I've always assumed that a virus was crashing or misaligning the read heads somehow. That was reinforced when the second drive that I got met the same fate. Although, I guess it's more likely that they were 2 drives from the same shipment that met early deaths due to manufacturing defects.




I have never heard of anything like the following, but here is a reasonable yet very much theoretical explanation for what you described:

This virus loaded itself somehow at early bootup (maybe even launched via an altered bootloader) and then sequentially accessed every single sector on the disk and deliberately marked it as bad at either the FAT32 or ATA (hardware) level.

The bustlework involved with actually issuing tons of such ATA commands could explain the thrashing.

Ref/inspiration for this theory: ^F for "--make-bad-sector" in https://linux.die.net/man/8/hdparm

(Just to be redundantly, obsessively clear, this parameter is several orders of magnitude more dangerous than "rm -rf --no-preserve-root", as hdparm will use ATA/SCSI commands that will be preserved by the hardware across infinite reboots until exactly the right --repair-sector command is issued.)

And FWIW, I do see a lot of holes in this (very simplistic) interpretation, and would be genuinely stunned if this is what actually happened.


Given the year, that sounds suspiciously like the IBM 75gxp Deathstar fiasco.
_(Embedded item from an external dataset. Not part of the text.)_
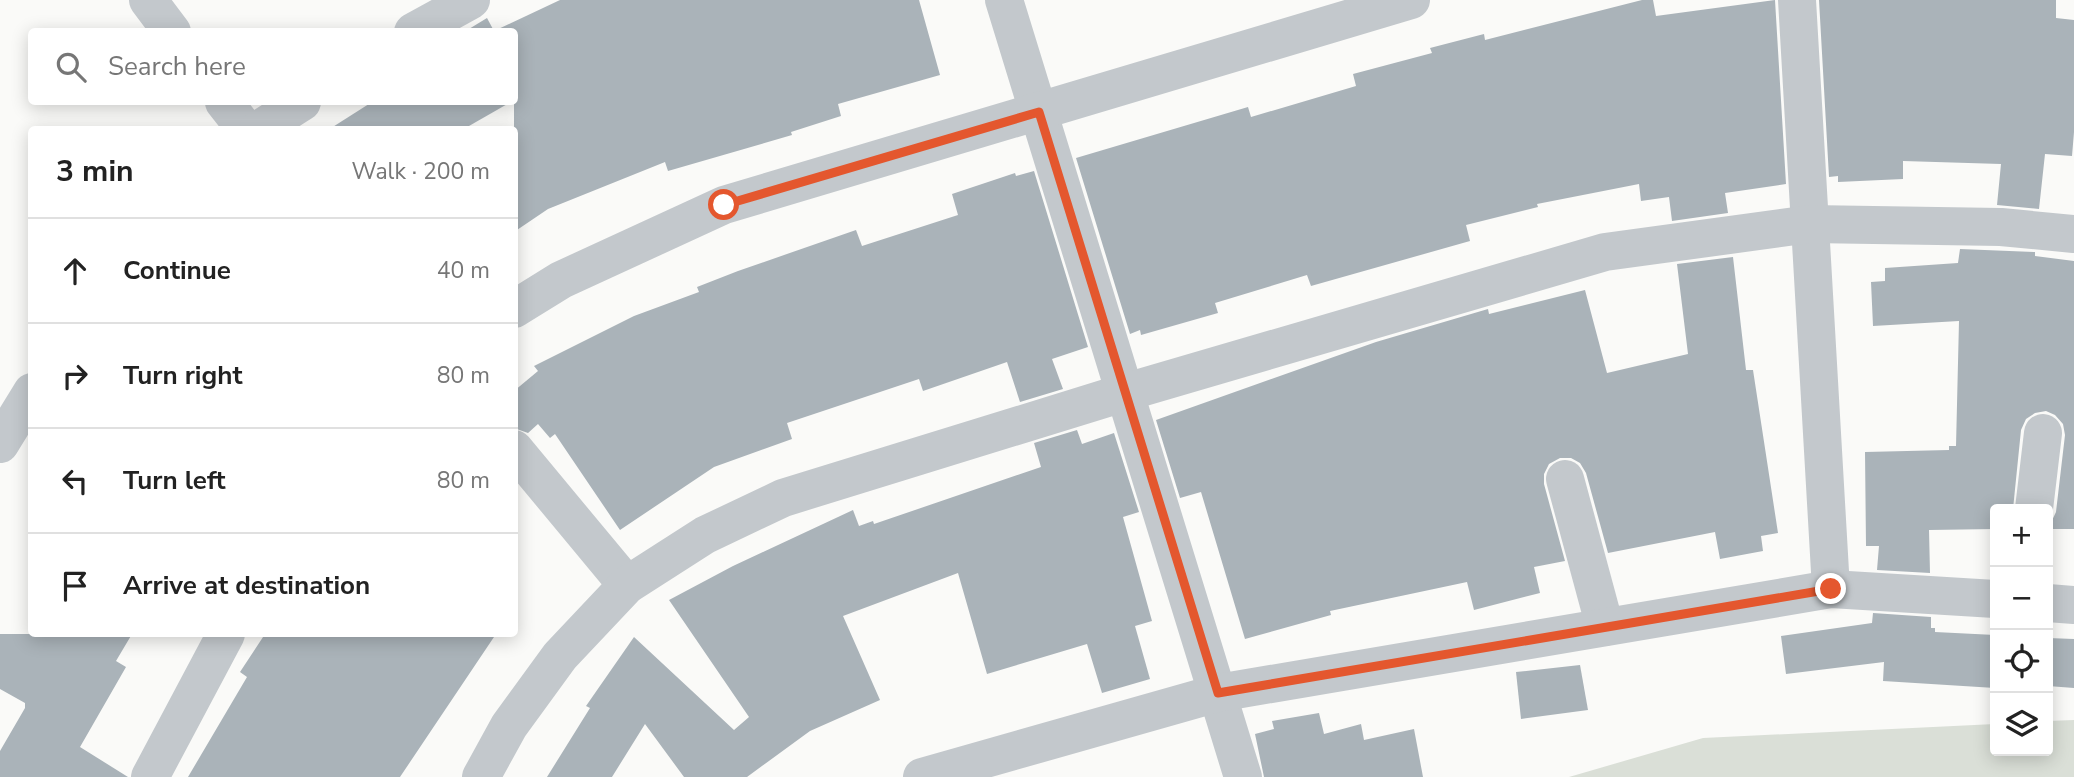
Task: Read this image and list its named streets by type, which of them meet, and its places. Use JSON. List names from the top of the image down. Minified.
{"page":{"search":"Search here","heading":["3 min","Walk · 200 m"],"list":[["Continue","40 m"],["Turn right","80 m"],["Turn left","80 m"],"Arrive at destination"],"map_buttons":["+","−"]}}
It probably wasn’t your fault at all.


Was about to say the same when I refreshed and saw your comment. For GP: https://en.wikipedia.org/wiki/Deskstar#IBM_Deskstar_75GXP_fa...


1999, maybe 2000, with 6.4GB and 8.4GB drives (I suspect they were WDs, based on disk utility floppies I've got around from that era). It looks like the affected Deskstars were 15-75GB, and probably at least a year later, right?